O motorista agora é Kankuro.

— Quer uma pausa? — ele pergunta.

— Estamos no meio do nada.

Ergo os olhos para vê-lo me encarar pelo retrovisor.

— Você rejeitou todas as paradas onde havia um banheiro.

Kankuro é bem intencionado, mas é um cara cis. Eu não estava com paciência essa manhã para explicar a delicada relação entre pessoas trans (especialmente uma pessoa trans gestante) e banheiros públicos. Meu pai entendeu logo. Podemos sempre contar com seu olhar refinadíssimo para os pensamentos sombrios da sociedade.

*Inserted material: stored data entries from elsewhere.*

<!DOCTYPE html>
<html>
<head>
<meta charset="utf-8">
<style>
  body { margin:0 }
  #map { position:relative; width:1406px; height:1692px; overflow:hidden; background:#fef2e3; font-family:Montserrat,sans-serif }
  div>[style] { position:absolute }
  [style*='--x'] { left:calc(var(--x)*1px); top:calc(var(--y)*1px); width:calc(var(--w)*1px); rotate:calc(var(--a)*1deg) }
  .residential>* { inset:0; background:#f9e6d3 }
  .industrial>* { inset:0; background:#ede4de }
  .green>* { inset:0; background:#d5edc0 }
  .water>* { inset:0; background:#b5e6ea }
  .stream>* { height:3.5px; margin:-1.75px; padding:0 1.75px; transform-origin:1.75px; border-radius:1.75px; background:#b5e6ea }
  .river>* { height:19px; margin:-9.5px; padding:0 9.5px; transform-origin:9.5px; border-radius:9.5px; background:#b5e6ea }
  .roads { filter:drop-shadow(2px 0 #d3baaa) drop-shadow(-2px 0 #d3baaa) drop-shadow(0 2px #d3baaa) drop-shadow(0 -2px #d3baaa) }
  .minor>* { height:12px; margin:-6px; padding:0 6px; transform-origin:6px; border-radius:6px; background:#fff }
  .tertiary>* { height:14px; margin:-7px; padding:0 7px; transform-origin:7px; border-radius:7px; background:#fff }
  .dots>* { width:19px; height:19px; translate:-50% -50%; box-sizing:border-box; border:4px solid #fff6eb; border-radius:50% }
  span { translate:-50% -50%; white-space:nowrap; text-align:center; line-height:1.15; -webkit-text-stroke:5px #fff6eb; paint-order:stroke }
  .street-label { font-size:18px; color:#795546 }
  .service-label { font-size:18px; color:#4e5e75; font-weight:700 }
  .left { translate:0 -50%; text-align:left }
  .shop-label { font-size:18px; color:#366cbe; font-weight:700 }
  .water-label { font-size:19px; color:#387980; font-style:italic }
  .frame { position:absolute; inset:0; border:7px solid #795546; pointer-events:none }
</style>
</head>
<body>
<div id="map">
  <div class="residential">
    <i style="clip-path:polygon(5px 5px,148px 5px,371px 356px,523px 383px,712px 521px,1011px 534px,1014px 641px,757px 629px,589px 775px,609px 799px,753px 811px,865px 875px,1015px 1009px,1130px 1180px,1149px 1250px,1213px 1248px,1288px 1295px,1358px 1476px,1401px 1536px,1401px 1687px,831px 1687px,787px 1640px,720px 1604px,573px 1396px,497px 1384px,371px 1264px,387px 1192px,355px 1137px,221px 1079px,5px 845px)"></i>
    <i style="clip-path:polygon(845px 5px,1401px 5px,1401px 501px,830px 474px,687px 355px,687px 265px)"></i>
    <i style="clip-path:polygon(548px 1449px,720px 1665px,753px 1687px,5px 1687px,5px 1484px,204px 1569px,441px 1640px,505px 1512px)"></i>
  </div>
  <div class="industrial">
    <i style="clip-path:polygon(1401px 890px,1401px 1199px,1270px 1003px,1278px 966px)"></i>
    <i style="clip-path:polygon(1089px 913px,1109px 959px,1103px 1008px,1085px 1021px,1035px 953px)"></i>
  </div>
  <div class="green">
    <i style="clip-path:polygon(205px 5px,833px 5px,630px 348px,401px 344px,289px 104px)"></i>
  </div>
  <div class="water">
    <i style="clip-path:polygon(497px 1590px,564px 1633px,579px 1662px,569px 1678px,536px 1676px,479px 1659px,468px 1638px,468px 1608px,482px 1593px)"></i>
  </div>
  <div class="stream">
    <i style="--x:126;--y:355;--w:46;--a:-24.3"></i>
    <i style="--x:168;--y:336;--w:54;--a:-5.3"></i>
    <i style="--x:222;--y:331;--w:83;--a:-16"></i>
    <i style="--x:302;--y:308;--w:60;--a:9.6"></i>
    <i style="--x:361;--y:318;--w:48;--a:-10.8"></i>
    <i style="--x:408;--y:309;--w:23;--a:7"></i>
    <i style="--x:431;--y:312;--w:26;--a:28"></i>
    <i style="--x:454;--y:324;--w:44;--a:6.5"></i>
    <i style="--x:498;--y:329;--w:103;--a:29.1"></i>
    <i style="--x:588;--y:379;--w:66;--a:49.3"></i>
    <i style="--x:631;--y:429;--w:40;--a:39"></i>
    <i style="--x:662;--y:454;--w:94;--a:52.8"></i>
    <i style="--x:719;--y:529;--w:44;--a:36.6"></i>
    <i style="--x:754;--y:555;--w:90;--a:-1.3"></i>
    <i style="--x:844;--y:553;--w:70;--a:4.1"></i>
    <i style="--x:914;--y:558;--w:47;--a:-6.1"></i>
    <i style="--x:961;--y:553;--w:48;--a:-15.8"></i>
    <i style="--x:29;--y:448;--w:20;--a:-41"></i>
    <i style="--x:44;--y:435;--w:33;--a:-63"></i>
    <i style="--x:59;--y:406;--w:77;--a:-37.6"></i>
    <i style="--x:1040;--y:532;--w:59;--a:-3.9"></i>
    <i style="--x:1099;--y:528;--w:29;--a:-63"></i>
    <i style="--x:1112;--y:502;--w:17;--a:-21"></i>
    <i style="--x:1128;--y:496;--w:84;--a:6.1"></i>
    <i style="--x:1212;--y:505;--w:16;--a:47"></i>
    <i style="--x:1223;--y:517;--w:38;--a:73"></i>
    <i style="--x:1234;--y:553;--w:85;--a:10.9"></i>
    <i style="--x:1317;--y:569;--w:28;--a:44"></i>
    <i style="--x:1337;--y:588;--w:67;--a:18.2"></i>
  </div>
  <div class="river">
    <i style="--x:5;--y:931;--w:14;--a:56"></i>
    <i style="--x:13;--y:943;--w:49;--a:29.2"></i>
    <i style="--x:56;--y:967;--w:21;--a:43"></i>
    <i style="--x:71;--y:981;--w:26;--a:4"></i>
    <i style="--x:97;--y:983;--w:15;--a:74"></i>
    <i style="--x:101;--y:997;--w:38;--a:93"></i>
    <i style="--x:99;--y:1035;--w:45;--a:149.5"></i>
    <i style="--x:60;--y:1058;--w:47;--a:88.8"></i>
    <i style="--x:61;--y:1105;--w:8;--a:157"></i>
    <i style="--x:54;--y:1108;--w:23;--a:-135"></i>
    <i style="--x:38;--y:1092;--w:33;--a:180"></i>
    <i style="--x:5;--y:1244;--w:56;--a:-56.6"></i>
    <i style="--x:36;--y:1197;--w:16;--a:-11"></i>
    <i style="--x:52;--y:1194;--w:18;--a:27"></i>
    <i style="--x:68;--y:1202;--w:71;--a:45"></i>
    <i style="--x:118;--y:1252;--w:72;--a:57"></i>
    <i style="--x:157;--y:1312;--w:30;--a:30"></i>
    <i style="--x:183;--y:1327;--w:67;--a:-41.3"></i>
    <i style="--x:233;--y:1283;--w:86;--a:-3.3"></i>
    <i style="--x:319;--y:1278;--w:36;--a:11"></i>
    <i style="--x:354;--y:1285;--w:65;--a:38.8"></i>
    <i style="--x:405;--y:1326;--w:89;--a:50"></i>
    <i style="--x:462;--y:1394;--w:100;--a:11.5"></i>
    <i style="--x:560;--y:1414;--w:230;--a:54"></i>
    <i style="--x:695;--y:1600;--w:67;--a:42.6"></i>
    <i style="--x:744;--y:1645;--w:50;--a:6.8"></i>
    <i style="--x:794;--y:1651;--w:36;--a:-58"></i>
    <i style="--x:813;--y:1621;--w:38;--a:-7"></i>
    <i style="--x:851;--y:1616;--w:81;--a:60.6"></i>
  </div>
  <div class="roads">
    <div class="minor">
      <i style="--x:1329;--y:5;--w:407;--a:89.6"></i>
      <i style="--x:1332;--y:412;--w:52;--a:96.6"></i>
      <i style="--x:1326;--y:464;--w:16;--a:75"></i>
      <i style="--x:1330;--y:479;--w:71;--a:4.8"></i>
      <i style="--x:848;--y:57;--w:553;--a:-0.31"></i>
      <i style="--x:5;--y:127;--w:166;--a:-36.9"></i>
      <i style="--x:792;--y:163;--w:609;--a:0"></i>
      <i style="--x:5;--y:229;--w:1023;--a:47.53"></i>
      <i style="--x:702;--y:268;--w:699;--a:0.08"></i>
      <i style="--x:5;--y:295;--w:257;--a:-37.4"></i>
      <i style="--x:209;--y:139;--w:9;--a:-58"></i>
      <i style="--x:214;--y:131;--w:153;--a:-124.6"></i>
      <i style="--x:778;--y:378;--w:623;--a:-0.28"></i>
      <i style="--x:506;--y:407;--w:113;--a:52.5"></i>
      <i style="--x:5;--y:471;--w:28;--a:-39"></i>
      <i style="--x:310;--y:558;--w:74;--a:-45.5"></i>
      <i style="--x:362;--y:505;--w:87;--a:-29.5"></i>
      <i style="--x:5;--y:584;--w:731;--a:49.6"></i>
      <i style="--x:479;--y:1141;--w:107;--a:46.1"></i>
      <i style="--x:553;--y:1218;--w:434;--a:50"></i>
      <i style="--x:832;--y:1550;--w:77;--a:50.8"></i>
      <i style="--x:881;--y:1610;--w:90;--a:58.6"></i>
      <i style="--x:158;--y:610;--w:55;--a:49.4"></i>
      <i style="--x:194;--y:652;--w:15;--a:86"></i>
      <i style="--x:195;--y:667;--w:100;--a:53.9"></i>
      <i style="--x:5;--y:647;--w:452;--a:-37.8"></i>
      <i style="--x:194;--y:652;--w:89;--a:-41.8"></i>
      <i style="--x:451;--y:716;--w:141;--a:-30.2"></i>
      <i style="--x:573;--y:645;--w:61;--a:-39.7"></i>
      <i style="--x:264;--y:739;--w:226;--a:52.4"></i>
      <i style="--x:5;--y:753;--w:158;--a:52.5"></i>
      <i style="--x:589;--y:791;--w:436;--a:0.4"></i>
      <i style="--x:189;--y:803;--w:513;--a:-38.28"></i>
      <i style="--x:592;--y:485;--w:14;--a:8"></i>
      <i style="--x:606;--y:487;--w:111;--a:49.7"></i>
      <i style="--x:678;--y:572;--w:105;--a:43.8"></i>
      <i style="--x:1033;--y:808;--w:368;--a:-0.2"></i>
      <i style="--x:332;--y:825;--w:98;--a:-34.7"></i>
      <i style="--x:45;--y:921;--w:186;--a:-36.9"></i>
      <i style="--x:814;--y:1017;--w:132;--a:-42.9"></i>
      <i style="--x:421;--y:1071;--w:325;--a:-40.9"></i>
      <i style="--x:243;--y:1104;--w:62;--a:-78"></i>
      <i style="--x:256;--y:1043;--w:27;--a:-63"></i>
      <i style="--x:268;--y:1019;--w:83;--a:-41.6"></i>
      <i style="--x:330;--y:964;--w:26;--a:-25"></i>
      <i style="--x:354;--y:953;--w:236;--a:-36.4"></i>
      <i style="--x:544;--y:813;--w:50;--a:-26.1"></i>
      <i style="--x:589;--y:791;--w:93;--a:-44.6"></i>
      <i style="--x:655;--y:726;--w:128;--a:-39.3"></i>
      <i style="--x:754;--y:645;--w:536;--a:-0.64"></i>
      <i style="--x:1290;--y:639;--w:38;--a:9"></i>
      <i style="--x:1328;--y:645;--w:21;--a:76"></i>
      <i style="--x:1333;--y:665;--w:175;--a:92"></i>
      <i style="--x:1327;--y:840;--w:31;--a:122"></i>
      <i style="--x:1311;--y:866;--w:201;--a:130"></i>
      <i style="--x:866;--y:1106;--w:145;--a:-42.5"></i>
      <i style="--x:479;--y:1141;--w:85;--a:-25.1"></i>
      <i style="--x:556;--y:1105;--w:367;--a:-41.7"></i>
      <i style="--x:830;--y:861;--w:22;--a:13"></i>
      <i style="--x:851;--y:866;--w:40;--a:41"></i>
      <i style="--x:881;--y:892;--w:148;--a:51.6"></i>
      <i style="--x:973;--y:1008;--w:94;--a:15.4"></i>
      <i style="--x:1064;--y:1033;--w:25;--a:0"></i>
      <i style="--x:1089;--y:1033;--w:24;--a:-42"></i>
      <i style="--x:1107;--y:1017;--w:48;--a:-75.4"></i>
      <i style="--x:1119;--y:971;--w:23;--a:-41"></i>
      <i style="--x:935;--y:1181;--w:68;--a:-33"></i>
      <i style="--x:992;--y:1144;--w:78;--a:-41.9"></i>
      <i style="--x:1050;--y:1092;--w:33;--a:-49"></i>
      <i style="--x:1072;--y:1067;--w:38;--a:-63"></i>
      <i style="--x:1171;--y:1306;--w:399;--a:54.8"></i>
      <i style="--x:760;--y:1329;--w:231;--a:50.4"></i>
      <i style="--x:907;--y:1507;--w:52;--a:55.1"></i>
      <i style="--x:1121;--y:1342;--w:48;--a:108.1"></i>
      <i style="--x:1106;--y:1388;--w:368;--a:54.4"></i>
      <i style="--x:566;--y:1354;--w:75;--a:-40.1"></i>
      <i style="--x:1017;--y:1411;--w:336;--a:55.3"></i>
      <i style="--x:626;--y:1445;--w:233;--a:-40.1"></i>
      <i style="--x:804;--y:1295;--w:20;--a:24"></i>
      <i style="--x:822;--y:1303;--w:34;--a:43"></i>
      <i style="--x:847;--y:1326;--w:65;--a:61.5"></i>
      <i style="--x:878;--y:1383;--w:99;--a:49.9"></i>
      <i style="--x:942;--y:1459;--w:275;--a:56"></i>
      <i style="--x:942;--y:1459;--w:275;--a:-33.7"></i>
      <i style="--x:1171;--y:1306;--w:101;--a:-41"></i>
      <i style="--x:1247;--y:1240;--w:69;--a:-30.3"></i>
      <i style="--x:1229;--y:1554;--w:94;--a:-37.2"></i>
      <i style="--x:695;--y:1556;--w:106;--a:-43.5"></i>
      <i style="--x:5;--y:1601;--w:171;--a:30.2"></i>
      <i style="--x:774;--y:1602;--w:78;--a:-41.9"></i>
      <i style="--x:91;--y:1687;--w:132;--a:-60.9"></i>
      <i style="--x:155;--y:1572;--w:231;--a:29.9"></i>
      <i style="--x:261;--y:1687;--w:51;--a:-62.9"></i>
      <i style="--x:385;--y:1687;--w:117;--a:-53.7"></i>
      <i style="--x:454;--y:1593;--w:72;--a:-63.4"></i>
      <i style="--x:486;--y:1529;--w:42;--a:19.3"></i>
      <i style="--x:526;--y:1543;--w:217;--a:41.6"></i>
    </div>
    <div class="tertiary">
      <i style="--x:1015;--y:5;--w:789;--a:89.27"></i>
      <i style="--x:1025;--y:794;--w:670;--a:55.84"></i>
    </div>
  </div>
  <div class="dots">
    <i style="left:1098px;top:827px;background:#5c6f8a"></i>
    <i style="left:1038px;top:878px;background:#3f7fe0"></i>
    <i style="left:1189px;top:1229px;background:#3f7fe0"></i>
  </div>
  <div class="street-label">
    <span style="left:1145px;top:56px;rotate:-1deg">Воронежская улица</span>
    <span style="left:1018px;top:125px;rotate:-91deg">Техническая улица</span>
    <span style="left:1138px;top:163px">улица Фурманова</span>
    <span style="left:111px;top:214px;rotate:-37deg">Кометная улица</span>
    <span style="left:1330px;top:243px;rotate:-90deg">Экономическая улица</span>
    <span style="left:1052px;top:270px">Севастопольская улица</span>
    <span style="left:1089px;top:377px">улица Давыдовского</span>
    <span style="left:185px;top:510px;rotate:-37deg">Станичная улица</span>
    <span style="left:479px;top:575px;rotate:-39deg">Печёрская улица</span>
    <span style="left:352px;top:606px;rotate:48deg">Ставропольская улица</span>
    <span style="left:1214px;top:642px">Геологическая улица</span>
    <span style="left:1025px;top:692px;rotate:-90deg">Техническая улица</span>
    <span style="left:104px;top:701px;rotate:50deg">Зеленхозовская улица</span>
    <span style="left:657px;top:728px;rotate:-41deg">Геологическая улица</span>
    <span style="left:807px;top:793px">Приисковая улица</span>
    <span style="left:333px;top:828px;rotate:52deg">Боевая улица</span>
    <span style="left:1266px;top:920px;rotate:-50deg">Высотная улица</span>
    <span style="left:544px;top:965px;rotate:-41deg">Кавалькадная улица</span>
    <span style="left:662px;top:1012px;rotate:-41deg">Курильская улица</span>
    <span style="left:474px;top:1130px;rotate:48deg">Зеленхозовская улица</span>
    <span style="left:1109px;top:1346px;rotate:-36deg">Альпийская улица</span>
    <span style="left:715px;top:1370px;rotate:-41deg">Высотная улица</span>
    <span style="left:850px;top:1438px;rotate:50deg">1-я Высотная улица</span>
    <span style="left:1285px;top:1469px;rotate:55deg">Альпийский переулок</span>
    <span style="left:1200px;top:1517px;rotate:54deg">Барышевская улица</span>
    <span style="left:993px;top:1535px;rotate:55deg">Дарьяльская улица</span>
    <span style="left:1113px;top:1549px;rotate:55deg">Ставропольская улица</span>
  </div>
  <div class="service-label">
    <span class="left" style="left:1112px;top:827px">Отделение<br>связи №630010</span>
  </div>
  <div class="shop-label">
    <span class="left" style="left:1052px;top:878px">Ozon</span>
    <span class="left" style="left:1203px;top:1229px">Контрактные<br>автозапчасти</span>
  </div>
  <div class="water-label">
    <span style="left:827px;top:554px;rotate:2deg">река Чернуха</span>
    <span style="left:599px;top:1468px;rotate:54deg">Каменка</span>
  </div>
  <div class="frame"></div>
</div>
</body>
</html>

— Não dá para notar com essa roupa, confia em mim, eu vou contigo — Kankuro insistiu, ele quer que fique registrado.

Hoje meu pai não está com seu Rolex arrogante. Hoje ele é uma pessoa normal com um smartwatch que soa um alarme. Pela terceira vez, Kankuro cala o aparelho antes que o som o desperte.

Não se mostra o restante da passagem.